**WHAT IS NEEDED**
What you return must be the lines from the first one below through the one containing "filter:drop-shadow(0 0 1px", exactly and with pictures excluded.

**Items from a data source**

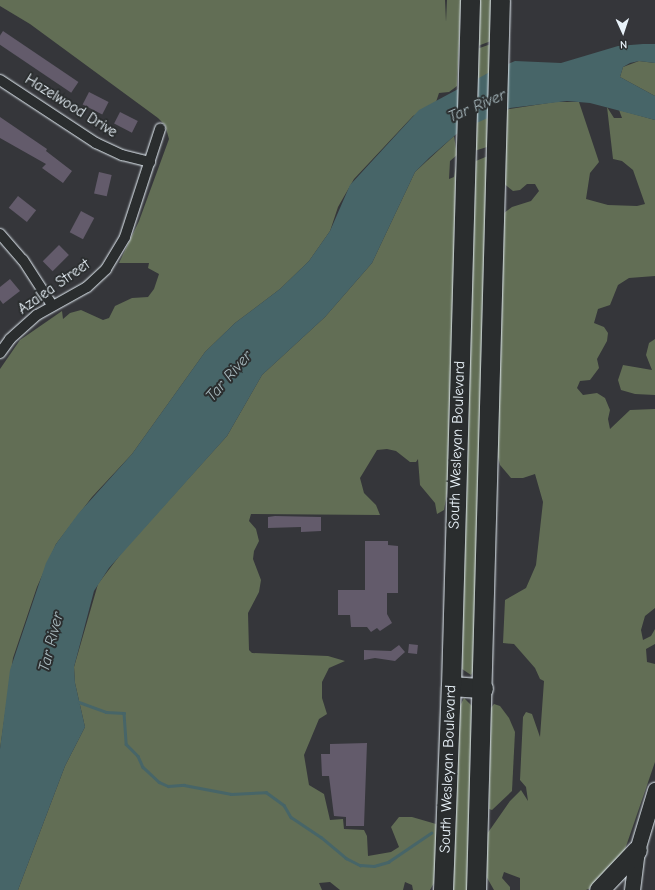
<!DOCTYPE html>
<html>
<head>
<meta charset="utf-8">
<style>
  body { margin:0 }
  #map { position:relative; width:655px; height:890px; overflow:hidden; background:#35363a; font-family:"Comic Neue",sans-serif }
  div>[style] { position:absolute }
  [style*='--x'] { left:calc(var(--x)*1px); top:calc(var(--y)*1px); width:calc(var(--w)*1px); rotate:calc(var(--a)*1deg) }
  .green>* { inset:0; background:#626e55 }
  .water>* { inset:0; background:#476568 }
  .stream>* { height:2.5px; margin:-1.25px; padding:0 1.25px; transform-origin:1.25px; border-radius:1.25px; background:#476568 }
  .building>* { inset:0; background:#635b6b; transform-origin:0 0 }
  .roads { filter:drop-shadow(0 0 1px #e8f1f8) drop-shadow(0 0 1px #e8f1f8) }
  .street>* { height:10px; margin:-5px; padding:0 5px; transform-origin:5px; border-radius:5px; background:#2a2d2e }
  .secondary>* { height:15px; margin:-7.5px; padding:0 7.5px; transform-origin:7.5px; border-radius:7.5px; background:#2a2d2e }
  .highway>* { height:19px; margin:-9.5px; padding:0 9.5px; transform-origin:9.5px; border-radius:9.5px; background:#2a2d2e }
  span { translate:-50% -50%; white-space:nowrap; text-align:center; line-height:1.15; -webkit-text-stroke:4px #2a2d2e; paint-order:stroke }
  .street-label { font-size:15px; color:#e8f1f8 }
  .water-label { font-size:16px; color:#a8b9be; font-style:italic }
  .north { position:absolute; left:603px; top:12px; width:40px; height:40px; -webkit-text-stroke:3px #2a2d2e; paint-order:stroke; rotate:177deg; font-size:11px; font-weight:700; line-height:16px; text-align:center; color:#e8f1f8 }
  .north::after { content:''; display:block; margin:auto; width:14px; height:18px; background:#e8f1f8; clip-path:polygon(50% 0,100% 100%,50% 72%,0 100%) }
</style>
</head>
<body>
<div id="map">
  <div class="green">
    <div style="clip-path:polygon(0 0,445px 0,446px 22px,447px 0,461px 0,457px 86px,449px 92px,439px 93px,436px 102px,413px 116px,354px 179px,338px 207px,330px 231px,309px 261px,280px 289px,235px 323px,205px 352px,132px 454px,92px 497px,56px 544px,37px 587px,13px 658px,0 749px,0 369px,20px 340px,62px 311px,63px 319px,70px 313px,81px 310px,103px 320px,109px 318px,115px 306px,132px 298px,148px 297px,154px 289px,159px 274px,148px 268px,149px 263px,119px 263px,139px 221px,169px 139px,165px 125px,158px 118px,30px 24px,0 6px)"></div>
    <div style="clip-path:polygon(476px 0,494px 0,491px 41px,475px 47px)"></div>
    <div style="clip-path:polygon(491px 44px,490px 72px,473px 83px,474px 50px)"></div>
    <div style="clip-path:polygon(639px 61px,655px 63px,655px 96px,620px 77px,623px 67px)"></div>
    <div style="clip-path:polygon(555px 102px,579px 102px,599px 162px,590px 173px,586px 199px,608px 205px,637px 206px,645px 204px,633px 170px,622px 161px,613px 159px,607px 107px,614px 118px,622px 118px,619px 110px,655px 120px,655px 276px,629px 278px,618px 285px,610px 305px,598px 309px,594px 323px,604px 327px,608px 333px,607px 341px,597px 359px,599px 368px,590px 380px,580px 381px,577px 388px,583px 395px,597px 393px,605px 398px,610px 410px,608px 419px,610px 429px,630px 410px,655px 409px,655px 608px,645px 616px,641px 630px,643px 640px,651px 636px,655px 629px,655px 644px,646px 649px,647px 662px,655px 664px,655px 762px,622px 858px,593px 887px,586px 890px,520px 890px,520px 878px,504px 872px,502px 878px,510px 887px,510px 890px,494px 890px,486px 876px,487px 834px,510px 801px,521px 790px,528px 801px,526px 787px,520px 780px,523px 717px,526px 712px,532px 714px,540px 737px,544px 681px,540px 679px,535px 668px,514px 644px,503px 643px,505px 600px,526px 588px,536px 565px,543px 502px,535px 474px,523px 478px,511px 478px,500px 465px,496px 449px,500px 216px,512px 207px,531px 201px,539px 191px,535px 184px,527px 184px,520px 190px,513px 191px,503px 183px,503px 110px)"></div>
    <div style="clip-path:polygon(488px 117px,487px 147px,471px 152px,472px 123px)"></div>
    <div style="clip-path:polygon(454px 136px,457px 155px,450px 161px,449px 179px,454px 177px,456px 166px,449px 482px,444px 510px,437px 514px,435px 503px,420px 485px,418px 459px,416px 462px,410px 462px,396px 451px,387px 449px,377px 450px,360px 478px,364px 493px,376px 505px,380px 515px,251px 514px,249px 521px,256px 529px,259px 541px,254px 551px,253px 559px,261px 580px,259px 592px,248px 613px,249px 650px,252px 653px,328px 656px,345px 661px,329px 668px,322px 682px,322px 698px,327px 714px,319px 719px,304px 755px,309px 785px,324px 794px,330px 820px,343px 819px,344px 829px,364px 830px,367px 836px,368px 856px,391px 852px,399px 847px,391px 827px,399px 817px,412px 817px,436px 824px,438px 828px,434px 883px,430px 890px,413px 890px,412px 885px,405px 882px,403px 890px,340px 890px,330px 882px,319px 883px,322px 890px,18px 890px,65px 766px,85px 727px,75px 683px,74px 667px,98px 584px,123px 551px,227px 436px,262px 375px,325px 317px,372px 263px,415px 172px)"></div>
    <div style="clip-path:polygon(488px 156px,474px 670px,471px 675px,462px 669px,471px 163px)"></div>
    <div style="clip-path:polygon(655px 339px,655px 395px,635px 394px,621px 390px,618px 380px,623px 365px,652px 370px,646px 355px,649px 343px)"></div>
    <div style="clip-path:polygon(464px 698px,472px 706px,470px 775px,471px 890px,452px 890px,457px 712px)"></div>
    <div style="clip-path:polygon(494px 704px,500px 706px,509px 718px,515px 732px,512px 791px,492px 810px,489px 809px,491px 708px)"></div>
  </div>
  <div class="water">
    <div style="clip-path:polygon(643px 44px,655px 44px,655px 63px,639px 61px,630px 63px,623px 67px,620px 77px,655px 96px,655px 120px,590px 103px,567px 101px,510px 108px,461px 130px,429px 158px,415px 172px,372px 263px,325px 317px,262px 375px,227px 436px,109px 568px,94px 591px,74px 667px,75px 683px,85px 727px,65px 766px,18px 890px,0 890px,0 749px,10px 670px,46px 563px,56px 544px,78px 514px,132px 454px,205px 352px,235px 323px,280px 289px,309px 261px,330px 231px,350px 185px,419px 110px,490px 72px,515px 61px,561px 63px,618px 46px)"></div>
  </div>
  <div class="stream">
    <div style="--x:79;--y:702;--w:29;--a:20"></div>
    <div style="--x:106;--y:712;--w:18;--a:3"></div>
    <div style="--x:124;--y:713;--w:31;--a:86"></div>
    <div style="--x:126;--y:744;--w:17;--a:45"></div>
    <div style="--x:138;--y:756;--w:12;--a:66"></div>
    <div style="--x:143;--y:767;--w:22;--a:43"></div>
    <div style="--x:159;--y:782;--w:10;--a:24"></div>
    <div style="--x:168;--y:786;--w:16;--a:-4"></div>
    <div style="--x:184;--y:785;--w:48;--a:10.8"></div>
    <div style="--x:231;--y:794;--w:35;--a:-3"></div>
    <div style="--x:266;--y:792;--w:22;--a:36"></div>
    <div style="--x:284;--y:805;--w:14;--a:60"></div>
    <div style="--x:291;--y:817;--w:36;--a:34"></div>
    <div style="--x:321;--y:837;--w:33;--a:40"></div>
    <div style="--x:346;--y:858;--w:16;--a:27"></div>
    <div style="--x:360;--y:865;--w:14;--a:4"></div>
    <div style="--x:374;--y:866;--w:15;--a:-16"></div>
    <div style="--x:388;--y:862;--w:52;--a:-34"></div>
  </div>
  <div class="building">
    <div style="left:3px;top:31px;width:91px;height:13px;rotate:34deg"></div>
    <div style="left:89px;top:92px;width:22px;height:14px;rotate:27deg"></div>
    <div style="left:120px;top:112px;width:20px;height:13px;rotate:27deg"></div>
    <div style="clip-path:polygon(0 117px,47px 149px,46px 151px,72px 171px,63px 183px,42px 168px,46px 164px,0 138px)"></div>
    <div style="left:99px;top:172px;width:13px;height:22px;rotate:13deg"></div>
    <div style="left:18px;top:196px;width:23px;height:15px;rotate:38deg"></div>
    <div style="left:81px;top:211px;width:15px;height:24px;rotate:28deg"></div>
    <div style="left:59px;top:245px;width:14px;height:23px;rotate:45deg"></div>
    <div style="clip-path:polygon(10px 279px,20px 291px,3px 304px,0 300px,0 287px)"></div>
    <div style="clip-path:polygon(275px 516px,321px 517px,321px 531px,301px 532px,301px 527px,268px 528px,268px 517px)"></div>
    <div style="clip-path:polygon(365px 541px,388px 541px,388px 545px,398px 546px,398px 593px,387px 593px,387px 614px,392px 623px,380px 631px,377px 628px,371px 632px,367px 627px,351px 627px,350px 615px,338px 615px,338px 590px,365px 590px)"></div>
    <div style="left:409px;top:644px;width:9px;height:9px;rotate:6deg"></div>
    <div style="clip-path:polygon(399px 645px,405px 652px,395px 661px,375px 658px,364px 660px,364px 650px,391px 651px)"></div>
    <div style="clip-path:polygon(367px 743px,364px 826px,346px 826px,346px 817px,334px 816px,329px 776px,322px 776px,321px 754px,330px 754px,330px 744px)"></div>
  </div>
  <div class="roads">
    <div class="street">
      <div style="--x:0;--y:80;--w:115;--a:33.3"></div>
      <div style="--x:96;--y:143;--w:29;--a:25"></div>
      <div style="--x:122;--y:155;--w:29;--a:14"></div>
      <div style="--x:0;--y:234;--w:35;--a:49"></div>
      <div style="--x:23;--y:260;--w:54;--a:57.2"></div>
      <div style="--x:0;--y:353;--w:17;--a:-54"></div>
      <div style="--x:10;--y:339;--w:36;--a:-42"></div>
      <div style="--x:37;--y:315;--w:57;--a:-29.2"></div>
      <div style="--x:87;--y:287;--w:26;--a:-43"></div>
      <div style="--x:106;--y:269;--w:37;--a:-59"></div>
      <div style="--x:125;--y:237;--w:114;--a:-72"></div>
    </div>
    <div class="secondary">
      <div style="--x:632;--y:890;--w:40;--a:-82.9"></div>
      <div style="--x:637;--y:850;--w:63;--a:-73.3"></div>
    </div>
    <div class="highway">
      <div style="--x:451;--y:686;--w:32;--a:4"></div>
      <div style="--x:443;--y:890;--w:204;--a:-87.8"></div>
      <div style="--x:451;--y:686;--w:686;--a:-88.41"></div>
      <div style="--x:476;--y:890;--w:890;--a:-88.46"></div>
      <div style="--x:599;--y:890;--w:55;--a:-46.5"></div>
    </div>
  </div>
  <div class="street-label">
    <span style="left:71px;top:106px;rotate:32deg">Hazelwood Drive</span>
    <span style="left:54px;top:287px;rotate:-35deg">Azalea Street</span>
    <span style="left:457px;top:445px;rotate:-88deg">South Wesleyan Boulevard</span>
    <span style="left:448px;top:769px;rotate:-88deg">South Wesleyan Boulevard</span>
  </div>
  <div class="water-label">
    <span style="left:477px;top:106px;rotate:-23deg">Tar River</span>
    <span style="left:229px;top:376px;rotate:-49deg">Tar River</span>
    <span style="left:51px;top:642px;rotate:-76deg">Tar River</span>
  </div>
  <div class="north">N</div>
</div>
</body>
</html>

**SOLUTION TO THIS EXERCISE**
<!DOCTYPE html>
<html>
<head>
<meta charset="utf-8">
<style>
  body { margin:0 }
  #map { position:relative; width:655px; height:890px; overflow:hidden; background:#35363a; font-family:"Comic Neue",sans-serif }
  div>[style] { position:absolute }
  [style*='--x'] { left:calc(var(--x)*1px); top:calc(var(--y)*1px); width:calc(var(--w)*1px); rotate:calc(var(--a)*1deg) }
  .green>* { inset:0; background:#626e55 }
  .water>* { inset:0; background:#476568 }
  .stream>* { height:2.5px; margin:-1.25px; padding:0 1.25px; transform-origin:1.25px; border-radius:1.25px; background:#476568 }
  .building>* { inset:0; background:#635b6b; transform-origin:0 0 }
  .roads { filter:drop-shadow(0 0 1px #e8f1f8) drop-shadow(0 0 1px #e8f1f8) }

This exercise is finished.